Start of Block

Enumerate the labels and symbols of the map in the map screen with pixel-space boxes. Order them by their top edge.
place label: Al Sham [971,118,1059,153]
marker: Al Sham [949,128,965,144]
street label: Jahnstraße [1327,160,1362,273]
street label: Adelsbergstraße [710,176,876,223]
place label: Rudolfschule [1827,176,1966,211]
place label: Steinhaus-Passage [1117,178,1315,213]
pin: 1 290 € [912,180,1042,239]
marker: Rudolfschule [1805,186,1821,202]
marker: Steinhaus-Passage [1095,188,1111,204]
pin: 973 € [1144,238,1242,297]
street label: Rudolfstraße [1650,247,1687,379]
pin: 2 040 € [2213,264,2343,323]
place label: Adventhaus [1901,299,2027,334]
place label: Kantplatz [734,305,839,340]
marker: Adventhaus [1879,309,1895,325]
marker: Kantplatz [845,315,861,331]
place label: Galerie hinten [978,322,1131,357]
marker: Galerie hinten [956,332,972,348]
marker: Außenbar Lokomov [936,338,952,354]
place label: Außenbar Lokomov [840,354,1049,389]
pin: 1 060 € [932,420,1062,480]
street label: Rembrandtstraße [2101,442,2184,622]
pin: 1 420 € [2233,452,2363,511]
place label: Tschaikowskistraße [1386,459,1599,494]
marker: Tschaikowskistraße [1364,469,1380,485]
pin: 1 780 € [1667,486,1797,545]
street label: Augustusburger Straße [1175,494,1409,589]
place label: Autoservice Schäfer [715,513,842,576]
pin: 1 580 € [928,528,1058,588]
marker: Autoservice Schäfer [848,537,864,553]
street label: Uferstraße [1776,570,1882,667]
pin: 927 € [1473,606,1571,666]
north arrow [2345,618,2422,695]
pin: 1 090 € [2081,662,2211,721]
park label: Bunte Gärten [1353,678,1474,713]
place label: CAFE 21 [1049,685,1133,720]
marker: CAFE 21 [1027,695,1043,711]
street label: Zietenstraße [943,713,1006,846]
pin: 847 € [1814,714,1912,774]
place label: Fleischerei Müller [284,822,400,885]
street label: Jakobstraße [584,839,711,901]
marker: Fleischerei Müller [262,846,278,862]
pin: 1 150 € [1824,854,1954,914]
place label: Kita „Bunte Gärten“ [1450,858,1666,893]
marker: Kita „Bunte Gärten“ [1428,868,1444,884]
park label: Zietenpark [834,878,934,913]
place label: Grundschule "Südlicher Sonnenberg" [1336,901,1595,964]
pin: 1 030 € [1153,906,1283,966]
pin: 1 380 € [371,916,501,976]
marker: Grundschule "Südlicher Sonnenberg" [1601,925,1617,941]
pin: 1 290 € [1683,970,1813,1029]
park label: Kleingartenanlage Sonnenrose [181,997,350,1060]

End of Block

What to do => The output must reproduce the whole listing without a single change.

Answer to the problem =>
Enumerate the labels and symbols of the map in the map screen with pixel-space boxes. Order them by their top edge.
place label: Al Sham [971,118,1059,153]
marker: Al Sham [949,128,965,144]
street label: Jahnstraße [1327,160,1362,273]
street label: Adelsbergstraße [710,176,876,223]
place label: Rudolfschule [1827,176,1966,211]
place label: Steinhaus-Passage [1117,178,1315,213]
pin: 1 290 € [912,180,1042,239]
marker: Rudolfschule [1805,186,1821,202]
marker: Steinhaus-Passage [1095,188,1111,204]
pin: 973 € [1144,238,1242,297]
street label: Rudolfstraße [1650,247,1687,379]
pin: 2 040 € [2213,264,2343,323]
place label: Adventhaus [1901,299,2027,334]
place label: Kantplatz [734,305,839,340]
marker: Adventhaus [1879,309,1895,325]
marker: Kantplatz [845,315,861,331]
place label: Galerie hinten [978,322,1131,357]
marker: Galerie hinten [956,332,972,348]
marker: Außenbar Lokomov [936,338,952,354]
place label: Außenbar Lokomov [840,354,1049,389]
pin: 1 060 € [932,420,1062,480]
street label: Rembrandtstraße [2101,442,2184,622]
pin: 1 420 € [2233,452,2363,511]
place label: Tschaikowskistraße [1386,459,1599,494]
marker: Tschaikowskistraße [1364,469,1380,485]
pin: 1 780 € [1667,486,1797,545]
street label: Augustusburger Straße [1175,494,1409,589]
place label: Autoservice Schäfer [715,513,842,576]
pin: 1 580 € [928,528,1058,588]
marker: Autoservice Schäfer [848,537,864,553]
street label: Uferstraße [1776,570,1882,667]
pin: 927 € [1473,606,1571,666]
north arrow [2345,618,2422,695]
pin: 1 090 € [2081,662,2211,721]
park label: Bunte Gärten [1353,678,1474,713]
place label: CAFE 21 [1049,685,1133,720]
marker: CAFE 21 [1027,695,1043,711]
street label: Zietenstraße [943,713,1006,846]
pin: 847 € [1814,714,1912,774]
place label: Fleischerei Müller [284,822,400,885]
street label: Jakobstraße [584,839,711,901]
marker: Fleischerei Müller [262,846,278,862]
pin: 1 150 € [1824,854,1954,914]
place label: Kita „Bunte Gärten“ [1450,858,1666,893]
marker: Kita „Bunte Gärten“ [1428,868,1444,884]
park label: Zietenpark [834,878,934,913]
place label: Grundschule "Südlicher Sonnenberg" [1336,901,1595,964]
pin: 1 030 € [1153,906,1283,966]
pin: 1 380 € [371,916,501,976]
marker: Grundschule "Südlicher Sonnenberg" [1601,925,1617,941]
pin: 1 290 € [1683,970,1813,1029]
park label: Kleingartenanlage Sonnenrose [181,997,350,1060]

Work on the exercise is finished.